Obama has talked up killing bin Laden as a huge milestone, but he is usually quick to point out the threat from anti-American extremists is not over. PunditFact rated Cheney's claim False.

Here's a good example of how Obama talked about terrorism after bin Laden's death. "The death of bin Laden marks the most significant achievement to date in our nation’s effort to defeat al-Qaida," Obama said May 1, 2011. "Yet his death does not mark the end of our effort. There’s no doubt that al-Qaida will continue to pursue attacks against us."

Obama dropped that nuance from his 2012 campaign speeches, quipping "al-Qaida is on the run and Osama bin Laden is dead." But even with the omission, he never said terrorism was solved.

Obama released ‘the new Osama bin Laden’

Fox News host Jeanine Pirro connected Obama to the origins of the ISIS uprising.

"The head of this band of savages is a man named Abu Bakr al Baghdadi, the new Osama Bin Laden," Pirro said. "A man released by Obama in 2009, who started ISIS a year later. And when Baghdadi left Camp Bucca, where the worst of the worst were held in Iraq, he threatened his American jailers saying, ‘I’ll see you in New York.’ "

This claim hinges on a Daily Beast interview with Army Col. Kenneth King, who was the former commander of Camp Bucca, where Baghdadi was held. King said he knew Baghdadi from the camp and recalled him leaving the camp in 2009.

The Defense Department has a different story, saying Baghdadi was released from U.S. custody to the Iraqis in 2004.

When ABC News challenged King’s story, King said, "I could be mistaken, but I’m 99 percent. He’s a dead ringer for the guy I had the run-in with ... His face is very familiar."

Even if the colonel’s story is accurate about the timing, Pirro’s point that this was Obama’s fault is misplaced, as the contract that would have released him in 2009 was signed by the George W. Bush administration. PunditFact rated the claim False.

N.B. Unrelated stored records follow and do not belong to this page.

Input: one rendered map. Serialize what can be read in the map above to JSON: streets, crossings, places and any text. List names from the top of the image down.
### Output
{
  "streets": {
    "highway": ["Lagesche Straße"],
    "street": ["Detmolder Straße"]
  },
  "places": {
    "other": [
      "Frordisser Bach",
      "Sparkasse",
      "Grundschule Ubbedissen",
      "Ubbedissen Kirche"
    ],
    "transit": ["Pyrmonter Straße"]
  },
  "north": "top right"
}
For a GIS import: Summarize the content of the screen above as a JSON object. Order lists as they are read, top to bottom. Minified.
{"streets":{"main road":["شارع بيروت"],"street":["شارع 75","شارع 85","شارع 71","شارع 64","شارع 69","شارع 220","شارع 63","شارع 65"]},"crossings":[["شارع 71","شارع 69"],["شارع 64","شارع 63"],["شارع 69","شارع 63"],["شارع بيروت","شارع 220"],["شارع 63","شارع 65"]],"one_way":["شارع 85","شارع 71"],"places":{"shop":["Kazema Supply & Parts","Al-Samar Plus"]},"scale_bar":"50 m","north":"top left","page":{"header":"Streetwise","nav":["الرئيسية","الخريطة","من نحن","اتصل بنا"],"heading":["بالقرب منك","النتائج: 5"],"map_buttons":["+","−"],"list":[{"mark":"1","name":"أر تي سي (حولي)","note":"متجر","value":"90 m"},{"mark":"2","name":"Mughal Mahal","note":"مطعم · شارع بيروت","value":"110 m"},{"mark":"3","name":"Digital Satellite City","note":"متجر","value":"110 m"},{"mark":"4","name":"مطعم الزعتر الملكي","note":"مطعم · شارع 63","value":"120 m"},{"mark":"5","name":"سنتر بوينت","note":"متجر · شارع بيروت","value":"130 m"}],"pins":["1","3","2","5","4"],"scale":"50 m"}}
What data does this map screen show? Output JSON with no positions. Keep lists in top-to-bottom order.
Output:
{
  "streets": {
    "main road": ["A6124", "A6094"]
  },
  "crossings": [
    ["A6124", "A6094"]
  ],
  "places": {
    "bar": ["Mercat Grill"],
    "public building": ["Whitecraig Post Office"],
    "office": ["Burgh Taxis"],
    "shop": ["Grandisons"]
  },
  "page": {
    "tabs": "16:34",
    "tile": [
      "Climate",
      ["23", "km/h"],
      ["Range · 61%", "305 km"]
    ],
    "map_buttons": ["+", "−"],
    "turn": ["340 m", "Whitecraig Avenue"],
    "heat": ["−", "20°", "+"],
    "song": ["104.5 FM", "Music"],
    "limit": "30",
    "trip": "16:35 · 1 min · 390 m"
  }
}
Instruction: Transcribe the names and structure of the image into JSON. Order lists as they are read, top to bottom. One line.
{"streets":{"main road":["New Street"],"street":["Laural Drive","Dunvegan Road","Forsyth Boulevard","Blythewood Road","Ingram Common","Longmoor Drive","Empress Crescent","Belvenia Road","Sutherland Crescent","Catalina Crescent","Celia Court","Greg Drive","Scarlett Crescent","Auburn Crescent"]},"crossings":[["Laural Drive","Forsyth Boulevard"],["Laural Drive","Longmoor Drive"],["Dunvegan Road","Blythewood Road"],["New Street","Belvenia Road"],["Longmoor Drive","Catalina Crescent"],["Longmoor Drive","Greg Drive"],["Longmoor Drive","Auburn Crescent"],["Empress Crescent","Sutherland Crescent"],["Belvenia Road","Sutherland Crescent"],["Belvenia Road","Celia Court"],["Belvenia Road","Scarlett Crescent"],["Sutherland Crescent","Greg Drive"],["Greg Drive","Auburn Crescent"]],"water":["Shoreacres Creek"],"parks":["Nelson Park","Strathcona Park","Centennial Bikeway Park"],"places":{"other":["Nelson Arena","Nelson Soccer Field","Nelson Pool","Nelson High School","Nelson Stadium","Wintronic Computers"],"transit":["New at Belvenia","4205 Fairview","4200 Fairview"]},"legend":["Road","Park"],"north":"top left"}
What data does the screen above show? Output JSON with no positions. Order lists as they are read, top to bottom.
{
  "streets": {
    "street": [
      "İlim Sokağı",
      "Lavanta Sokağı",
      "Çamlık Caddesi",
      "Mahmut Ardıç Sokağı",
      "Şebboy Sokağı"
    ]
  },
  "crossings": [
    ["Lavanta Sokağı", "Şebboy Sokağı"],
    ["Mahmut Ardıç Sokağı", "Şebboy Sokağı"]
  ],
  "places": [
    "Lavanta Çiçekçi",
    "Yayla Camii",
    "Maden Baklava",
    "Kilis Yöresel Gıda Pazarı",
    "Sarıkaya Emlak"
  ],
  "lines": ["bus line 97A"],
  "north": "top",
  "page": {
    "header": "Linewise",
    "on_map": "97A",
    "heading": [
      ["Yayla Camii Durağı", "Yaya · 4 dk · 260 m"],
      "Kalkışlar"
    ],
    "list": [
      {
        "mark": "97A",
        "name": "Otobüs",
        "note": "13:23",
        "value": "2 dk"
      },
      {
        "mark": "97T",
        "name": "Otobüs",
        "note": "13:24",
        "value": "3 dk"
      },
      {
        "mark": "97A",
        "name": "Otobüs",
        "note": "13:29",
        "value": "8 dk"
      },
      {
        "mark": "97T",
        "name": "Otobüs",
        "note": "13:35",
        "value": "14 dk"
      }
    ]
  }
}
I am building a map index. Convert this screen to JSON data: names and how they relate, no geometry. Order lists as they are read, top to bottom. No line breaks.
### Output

The Iraq War’s costs could have ‘ended world hunger for 30 years’

A Facebook meme touches on some American attitudes about the prospect of investing more U.S. lives and money in Iraq’s sectarian fight, saying simply, "For the cost of the Iraq War we could’ve ended world hunger for 30 years."

Lee Camp, a stand-up comedian and host of the RT show Redacted Tonight, shared the image on his Facebook page and looked into the numbers. He told PunditFact that the meme made sense to him because the war in Iraq cost $2 trillion since 2003, more than the United Nations’ estimate for ending hunger each year ($30 billion) times each year since 2003 ($330 billion).

But there are problems with both dollar figures.

The cost of the war does not just depend on direct military spending, which varies from $770 billion to $900 billion depending on the source. There’s also a debate on whether to include veterans’ current and future health costs, which pushes the total from the New York Times’ total of $1.2 trillion to the high-end estimate of over $3 trillion from the co-authors of The Three Trillion Dollar War: The True Cost of the Iraq Conflict.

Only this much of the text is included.